"""

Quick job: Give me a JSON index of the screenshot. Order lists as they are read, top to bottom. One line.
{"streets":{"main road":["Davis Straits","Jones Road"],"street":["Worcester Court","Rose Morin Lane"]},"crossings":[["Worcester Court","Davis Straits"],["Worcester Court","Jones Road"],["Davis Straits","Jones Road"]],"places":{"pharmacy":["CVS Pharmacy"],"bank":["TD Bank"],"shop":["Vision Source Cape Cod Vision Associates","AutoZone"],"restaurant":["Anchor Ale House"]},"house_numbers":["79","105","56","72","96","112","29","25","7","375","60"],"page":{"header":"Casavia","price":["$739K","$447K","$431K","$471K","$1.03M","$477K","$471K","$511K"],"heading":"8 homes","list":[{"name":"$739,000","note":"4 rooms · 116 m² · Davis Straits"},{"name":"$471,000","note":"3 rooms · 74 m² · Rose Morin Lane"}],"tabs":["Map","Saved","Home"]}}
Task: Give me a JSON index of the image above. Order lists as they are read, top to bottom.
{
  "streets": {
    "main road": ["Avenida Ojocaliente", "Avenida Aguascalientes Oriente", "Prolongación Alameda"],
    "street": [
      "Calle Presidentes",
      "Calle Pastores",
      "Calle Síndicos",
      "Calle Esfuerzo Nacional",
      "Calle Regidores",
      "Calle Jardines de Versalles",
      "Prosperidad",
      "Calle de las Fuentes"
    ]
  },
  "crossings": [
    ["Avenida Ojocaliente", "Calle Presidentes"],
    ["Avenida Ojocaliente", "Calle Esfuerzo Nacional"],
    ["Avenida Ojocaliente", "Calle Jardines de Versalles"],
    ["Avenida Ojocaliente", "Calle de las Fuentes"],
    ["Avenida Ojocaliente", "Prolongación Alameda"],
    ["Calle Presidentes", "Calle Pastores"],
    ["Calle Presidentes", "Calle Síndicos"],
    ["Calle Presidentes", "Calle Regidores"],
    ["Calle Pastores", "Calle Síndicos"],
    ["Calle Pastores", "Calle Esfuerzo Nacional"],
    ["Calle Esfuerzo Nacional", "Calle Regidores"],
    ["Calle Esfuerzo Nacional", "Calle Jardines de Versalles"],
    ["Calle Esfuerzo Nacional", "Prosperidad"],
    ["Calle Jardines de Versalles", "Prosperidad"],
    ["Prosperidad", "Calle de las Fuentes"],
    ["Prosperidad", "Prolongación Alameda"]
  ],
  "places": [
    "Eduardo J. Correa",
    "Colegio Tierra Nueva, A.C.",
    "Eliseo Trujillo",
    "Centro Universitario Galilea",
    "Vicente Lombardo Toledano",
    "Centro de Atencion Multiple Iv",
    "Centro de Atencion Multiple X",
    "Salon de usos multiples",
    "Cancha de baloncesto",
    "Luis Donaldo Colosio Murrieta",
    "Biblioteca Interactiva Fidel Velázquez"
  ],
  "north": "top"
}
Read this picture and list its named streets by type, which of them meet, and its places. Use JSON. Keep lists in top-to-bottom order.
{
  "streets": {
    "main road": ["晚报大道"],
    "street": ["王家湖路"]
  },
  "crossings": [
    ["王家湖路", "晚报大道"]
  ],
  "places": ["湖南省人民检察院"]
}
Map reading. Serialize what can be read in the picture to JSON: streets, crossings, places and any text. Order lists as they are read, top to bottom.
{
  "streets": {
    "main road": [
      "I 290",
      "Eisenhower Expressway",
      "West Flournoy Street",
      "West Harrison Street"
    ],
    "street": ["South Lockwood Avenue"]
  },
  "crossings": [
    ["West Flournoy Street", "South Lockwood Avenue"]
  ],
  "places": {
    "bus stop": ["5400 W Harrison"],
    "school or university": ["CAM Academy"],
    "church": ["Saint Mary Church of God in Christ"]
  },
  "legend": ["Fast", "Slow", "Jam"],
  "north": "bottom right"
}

"""

About this exercise: Reproduce, exactly and only, the lines running from the one with "Read this picture" to the end of the listing above.

Answer section:
Read this picture and list its named streets by type, which of them meet, and its places. Use JSON. Keep lists in top-to-bottom order.
{
  "streets": {
    "main road": ["晚报大道"],
    "street": ["王家湖路"]
  },
  "crossings": [
    ["王家湖路", "晚报大道"]
  ],
  "places": ["湖南省人民检察院"]
}
Map reading. Serialize what can be read in the picture to JSON: streets, crossings, places and any text. Order lists as they are read, top to bottom.
{
  "streets": {
    "main road": [
      "I 290",
      "Eisenhower Expressway",
      "West Flournoy Street",
      "West Harrison Street"
    ],
    "street": ["South Lockwood Avenue"]
  },
  "crossings": [
    ["West Flournoy Street", "South Lockwood Avenue"]
  ],
  "places": {
    "bus stop": ["5400 W Harrison"],
    "school or university": ["CAM Academy"],
    "church": ["Saint Mary Church of God in Christ"]
  },
  "legend": ["Fast", "Slow", "Jam"],
  "north": "bottom right"
}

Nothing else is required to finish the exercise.